WHAT IS REQUIRED -> Beginning with the first line of the material, set down each line exactly as written, up to and including the line with "position:absolute; left:28px; top:28px;".
━━━━
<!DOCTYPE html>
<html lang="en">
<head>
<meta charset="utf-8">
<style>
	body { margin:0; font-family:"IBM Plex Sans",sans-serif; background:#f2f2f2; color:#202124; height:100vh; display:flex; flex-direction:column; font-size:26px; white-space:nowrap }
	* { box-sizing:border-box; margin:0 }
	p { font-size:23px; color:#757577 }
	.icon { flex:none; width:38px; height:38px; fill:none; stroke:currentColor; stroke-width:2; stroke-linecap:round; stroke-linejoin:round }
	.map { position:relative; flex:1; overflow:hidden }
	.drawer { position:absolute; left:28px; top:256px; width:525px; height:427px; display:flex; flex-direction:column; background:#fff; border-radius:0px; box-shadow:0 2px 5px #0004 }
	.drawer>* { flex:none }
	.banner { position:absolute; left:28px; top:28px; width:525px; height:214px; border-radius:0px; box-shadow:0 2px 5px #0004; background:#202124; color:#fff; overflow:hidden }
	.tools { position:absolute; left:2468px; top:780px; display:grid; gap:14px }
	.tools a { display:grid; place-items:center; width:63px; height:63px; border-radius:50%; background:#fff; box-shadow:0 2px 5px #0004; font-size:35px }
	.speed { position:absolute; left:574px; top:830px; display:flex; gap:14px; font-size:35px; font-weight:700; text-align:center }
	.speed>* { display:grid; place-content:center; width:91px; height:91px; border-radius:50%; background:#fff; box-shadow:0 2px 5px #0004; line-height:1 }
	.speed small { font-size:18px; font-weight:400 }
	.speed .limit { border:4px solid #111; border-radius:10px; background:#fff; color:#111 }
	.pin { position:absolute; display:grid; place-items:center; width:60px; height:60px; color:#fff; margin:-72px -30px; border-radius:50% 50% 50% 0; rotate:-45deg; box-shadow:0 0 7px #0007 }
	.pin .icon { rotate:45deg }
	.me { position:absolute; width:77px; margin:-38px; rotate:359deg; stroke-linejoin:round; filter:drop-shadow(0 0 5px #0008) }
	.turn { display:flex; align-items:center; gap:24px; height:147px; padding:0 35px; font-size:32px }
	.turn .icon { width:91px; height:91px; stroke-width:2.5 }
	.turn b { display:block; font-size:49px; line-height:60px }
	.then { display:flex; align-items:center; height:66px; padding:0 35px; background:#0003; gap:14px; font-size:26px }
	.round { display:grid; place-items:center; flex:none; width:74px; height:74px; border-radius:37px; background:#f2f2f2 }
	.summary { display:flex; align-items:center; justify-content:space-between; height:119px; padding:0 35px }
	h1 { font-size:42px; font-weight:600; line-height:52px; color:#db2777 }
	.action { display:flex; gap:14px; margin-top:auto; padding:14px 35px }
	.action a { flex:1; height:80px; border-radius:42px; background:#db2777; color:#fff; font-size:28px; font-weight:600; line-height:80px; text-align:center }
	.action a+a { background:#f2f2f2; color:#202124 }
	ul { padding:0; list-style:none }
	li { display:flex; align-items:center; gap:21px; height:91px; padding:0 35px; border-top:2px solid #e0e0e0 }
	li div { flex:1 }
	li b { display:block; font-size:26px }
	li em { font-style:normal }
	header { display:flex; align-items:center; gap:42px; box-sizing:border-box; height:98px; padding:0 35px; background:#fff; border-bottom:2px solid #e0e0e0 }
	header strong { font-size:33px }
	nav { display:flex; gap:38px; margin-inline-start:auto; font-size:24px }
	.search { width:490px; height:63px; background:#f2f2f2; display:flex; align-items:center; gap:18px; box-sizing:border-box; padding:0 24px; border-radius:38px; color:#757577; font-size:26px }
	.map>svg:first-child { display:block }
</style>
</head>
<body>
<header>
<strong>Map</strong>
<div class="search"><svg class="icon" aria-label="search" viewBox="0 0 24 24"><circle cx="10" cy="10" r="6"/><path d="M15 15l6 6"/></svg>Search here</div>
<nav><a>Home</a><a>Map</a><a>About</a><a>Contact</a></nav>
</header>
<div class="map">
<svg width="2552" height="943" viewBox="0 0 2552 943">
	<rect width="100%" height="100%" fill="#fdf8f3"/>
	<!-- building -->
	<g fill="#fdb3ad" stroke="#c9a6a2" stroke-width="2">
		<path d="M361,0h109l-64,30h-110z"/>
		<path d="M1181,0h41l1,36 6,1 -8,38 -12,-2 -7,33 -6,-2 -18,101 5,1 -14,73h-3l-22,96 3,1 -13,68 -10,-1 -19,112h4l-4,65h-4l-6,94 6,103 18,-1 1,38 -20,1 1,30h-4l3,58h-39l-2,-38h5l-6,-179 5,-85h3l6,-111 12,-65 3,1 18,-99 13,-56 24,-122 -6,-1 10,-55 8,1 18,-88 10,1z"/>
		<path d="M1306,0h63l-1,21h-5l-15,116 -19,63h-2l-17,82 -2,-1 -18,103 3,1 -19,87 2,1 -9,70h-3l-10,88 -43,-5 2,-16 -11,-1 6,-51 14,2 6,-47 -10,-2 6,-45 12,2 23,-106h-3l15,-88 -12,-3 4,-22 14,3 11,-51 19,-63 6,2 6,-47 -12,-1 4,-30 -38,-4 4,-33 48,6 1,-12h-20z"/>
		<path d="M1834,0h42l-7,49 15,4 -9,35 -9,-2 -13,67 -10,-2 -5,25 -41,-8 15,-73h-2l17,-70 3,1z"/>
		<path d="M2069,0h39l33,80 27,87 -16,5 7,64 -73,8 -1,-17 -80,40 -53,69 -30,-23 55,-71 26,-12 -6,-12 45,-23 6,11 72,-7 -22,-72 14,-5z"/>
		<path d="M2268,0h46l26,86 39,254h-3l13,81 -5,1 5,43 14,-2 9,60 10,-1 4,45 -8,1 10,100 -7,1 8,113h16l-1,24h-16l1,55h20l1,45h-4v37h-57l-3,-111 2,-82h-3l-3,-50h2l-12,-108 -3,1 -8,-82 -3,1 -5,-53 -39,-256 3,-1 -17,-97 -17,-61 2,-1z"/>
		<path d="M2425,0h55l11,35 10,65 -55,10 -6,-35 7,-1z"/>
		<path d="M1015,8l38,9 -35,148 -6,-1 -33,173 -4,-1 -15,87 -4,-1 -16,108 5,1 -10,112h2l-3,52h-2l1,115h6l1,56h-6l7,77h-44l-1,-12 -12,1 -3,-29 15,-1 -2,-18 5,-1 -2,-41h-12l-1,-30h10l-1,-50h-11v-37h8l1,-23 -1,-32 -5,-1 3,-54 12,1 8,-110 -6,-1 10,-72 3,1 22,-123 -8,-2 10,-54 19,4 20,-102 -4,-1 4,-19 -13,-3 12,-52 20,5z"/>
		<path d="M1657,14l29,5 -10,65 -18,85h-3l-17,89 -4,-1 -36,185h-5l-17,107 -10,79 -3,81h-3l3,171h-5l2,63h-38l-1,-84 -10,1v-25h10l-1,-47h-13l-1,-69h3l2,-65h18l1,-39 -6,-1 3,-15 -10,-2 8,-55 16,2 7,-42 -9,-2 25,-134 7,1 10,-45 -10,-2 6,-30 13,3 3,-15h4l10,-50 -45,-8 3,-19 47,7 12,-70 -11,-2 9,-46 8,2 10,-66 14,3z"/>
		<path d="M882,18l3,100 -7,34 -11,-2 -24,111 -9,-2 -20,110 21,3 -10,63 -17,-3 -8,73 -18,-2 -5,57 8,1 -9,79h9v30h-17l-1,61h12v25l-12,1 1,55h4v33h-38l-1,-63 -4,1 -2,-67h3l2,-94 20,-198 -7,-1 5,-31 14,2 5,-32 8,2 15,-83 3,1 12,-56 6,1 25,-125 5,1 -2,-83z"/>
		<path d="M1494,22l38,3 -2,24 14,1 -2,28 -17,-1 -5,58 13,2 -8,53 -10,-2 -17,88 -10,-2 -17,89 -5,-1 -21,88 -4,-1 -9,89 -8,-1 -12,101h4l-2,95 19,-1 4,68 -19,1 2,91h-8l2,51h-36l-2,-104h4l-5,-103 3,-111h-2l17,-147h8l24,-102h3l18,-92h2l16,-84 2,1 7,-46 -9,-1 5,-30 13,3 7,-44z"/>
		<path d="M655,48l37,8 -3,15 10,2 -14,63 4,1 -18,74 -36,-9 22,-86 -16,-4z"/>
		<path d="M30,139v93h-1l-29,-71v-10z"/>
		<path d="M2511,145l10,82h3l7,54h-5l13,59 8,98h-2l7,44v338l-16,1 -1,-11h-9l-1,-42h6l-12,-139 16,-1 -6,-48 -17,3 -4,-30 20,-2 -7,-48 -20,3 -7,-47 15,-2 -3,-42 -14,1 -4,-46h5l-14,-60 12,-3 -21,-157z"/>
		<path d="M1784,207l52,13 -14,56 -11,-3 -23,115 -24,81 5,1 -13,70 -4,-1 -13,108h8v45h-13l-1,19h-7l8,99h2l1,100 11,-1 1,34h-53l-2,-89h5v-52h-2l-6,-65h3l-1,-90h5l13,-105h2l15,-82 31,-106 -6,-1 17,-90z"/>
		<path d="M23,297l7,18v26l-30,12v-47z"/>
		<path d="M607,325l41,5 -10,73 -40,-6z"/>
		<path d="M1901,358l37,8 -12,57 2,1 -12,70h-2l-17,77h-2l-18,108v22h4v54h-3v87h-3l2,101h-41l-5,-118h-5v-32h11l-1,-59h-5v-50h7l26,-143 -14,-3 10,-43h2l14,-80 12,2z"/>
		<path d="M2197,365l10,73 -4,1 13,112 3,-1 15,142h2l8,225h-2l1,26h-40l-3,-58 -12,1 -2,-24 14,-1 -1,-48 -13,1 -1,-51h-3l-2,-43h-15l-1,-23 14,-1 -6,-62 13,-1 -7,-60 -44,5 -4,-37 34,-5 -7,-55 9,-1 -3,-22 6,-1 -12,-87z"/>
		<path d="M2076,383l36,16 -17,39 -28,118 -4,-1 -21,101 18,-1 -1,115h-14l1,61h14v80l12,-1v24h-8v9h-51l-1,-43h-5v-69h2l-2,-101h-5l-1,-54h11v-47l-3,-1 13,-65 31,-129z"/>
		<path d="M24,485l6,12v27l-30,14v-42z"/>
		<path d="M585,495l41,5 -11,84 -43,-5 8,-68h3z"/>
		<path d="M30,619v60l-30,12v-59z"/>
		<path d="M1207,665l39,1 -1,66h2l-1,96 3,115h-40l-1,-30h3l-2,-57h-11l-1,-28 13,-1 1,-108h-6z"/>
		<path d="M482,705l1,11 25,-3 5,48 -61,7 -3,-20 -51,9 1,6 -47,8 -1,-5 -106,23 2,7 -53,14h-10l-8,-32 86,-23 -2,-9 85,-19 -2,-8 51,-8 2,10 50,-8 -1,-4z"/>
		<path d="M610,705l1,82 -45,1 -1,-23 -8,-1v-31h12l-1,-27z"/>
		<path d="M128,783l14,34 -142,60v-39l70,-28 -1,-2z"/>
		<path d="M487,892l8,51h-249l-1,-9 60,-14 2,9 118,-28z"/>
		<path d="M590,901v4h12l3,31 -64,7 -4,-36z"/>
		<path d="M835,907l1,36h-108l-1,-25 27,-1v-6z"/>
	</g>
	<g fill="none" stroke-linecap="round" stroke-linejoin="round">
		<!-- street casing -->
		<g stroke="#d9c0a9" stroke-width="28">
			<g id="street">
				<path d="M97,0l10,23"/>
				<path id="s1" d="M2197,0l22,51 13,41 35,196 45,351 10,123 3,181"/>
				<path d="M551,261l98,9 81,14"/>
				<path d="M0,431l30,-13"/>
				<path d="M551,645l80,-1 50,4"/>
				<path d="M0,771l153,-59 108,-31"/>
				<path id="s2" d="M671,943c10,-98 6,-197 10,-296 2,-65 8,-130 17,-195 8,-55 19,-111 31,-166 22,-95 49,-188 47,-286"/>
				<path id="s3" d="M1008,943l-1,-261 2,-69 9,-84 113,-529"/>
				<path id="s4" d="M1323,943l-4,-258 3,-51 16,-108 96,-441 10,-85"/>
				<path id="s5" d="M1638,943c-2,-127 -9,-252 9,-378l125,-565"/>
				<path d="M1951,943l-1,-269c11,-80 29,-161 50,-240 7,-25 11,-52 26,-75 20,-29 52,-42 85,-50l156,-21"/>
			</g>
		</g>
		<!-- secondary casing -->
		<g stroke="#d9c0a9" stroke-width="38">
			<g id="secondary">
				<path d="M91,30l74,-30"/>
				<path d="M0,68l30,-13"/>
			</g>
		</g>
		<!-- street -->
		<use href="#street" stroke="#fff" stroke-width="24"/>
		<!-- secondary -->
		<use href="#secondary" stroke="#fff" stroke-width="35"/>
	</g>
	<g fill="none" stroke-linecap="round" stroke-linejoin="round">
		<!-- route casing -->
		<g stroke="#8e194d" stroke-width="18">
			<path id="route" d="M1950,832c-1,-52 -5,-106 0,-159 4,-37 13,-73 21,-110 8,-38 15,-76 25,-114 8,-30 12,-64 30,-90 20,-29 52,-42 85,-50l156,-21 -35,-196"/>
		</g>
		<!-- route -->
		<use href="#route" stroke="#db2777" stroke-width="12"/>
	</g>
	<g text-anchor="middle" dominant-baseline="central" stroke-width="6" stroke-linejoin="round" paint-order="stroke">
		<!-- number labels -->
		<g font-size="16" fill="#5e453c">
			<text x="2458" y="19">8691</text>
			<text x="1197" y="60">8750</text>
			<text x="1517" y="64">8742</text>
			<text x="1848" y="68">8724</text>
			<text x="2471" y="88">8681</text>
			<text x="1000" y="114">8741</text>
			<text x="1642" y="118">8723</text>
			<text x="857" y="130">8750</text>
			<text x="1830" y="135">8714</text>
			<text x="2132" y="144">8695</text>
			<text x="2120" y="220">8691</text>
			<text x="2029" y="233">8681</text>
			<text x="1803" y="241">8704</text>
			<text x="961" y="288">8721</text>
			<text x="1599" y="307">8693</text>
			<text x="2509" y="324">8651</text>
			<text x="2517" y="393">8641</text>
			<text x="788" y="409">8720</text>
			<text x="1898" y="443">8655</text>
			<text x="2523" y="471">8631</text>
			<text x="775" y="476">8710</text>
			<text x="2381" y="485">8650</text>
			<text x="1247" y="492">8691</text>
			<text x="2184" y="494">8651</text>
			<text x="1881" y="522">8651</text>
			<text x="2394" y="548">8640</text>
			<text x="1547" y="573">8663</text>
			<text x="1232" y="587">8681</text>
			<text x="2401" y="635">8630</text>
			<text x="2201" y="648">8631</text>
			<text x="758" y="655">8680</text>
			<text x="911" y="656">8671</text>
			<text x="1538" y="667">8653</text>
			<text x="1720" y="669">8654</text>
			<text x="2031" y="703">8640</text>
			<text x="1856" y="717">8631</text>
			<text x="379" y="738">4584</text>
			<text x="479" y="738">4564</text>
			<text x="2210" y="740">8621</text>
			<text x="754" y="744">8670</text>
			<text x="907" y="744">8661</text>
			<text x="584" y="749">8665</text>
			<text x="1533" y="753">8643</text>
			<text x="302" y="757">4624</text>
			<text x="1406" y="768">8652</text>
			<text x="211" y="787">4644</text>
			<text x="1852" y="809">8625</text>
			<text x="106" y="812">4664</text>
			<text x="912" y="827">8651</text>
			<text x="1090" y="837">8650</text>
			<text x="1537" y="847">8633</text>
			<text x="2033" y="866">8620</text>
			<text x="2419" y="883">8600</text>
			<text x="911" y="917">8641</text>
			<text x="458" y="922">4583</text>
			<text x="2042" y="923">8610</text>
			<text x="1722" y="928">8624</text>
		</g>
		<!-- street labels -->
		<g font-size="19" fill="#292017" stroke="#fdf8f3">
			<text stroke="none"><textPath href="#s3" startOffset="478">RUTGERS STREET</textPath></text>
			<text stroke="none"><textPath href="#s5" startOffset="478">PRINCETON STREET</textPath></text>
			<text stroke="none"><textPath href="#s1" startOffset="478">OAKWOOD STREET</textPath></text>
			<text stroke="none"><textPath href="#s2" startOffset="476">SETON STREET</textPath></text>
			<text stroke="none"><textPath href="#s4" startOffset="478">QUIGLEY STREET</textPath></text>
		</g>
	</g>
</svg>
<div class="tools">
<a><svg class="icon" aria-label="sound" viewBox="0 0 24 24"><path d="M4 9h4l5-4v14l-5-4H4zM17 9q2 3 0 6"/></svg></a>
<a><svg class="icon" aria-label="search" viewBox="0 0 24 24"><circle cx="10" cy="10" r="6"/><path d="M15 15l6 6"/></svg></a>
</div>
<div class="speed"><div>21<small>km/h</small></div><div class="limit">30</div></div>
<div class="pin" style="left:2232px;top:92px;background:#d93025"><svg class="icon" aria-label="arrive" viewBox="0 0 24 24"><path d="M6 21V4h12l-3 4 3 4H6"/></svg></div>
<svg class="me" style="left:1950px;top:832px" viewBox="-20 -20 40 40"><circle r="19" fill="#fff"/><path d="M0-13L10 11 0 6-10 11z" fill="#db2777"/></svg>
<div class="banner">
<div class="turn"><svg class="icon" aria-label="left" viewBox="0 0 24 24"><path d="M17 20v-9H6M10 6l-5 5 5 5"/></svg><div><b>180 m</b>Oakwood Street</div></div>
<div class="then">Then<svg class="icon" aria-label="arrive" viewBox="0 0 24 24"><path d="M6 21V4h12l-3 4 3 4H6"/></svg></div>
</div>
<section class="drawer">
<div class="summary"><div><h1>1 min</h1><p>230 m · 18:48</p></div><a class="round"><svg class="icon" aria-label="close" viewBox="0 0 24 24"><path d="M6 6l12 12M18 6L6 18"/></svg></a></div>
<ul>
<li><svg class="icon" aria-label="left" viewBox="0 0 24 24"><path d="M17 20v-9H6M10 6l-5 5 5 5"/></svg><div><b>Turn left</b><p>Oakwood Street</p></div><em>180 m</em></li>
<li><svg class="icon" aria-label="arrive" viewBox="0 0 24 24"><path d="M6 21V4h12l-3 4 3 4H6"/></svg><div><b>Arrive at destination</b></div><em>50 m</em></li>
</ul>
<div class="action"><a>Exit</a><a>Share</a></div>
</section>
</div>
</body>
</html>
━━━━
OUTPUT OF THE EXERCISE ->
<!DOCTYPE html>
<html lang="en">
<head>
<meta charset="utf-8">
<style>
	body { margin:0; font-family:"IBM Plex Sans",sans-serif; background:#f2f2f2; color:#202124; height:100vh; display:flex; flex-direction:column; font-size:26px; white-space:nowrap }
	* { box-sizing:border-box; margin:0 }
	p { font-size:23px; color:#757577 }
	.icon { flex:none; width:38px; height:38px; fill:none; stroke:currentColor; stroke-width:2; stroke-linecap:round; stroke-linejoin:round }
	.map { position:relative; flex:1; overflow:hidden }
	.drawer { position:absolute; left:28px; top:256px; width:525px; height:427px; display:flex; flex-direction:column; background:#fff; border-radius:0px; box-shadow:0 2px 5px #0004 }
	.drawer>* { flex:none }
	.banner { position:absolute; left:28px; top:28px; width:525px; height:214px; border-radius:0px; box-shadow:0 2px 5px #0004; background:#202124; color:#fff; overflow:hidden }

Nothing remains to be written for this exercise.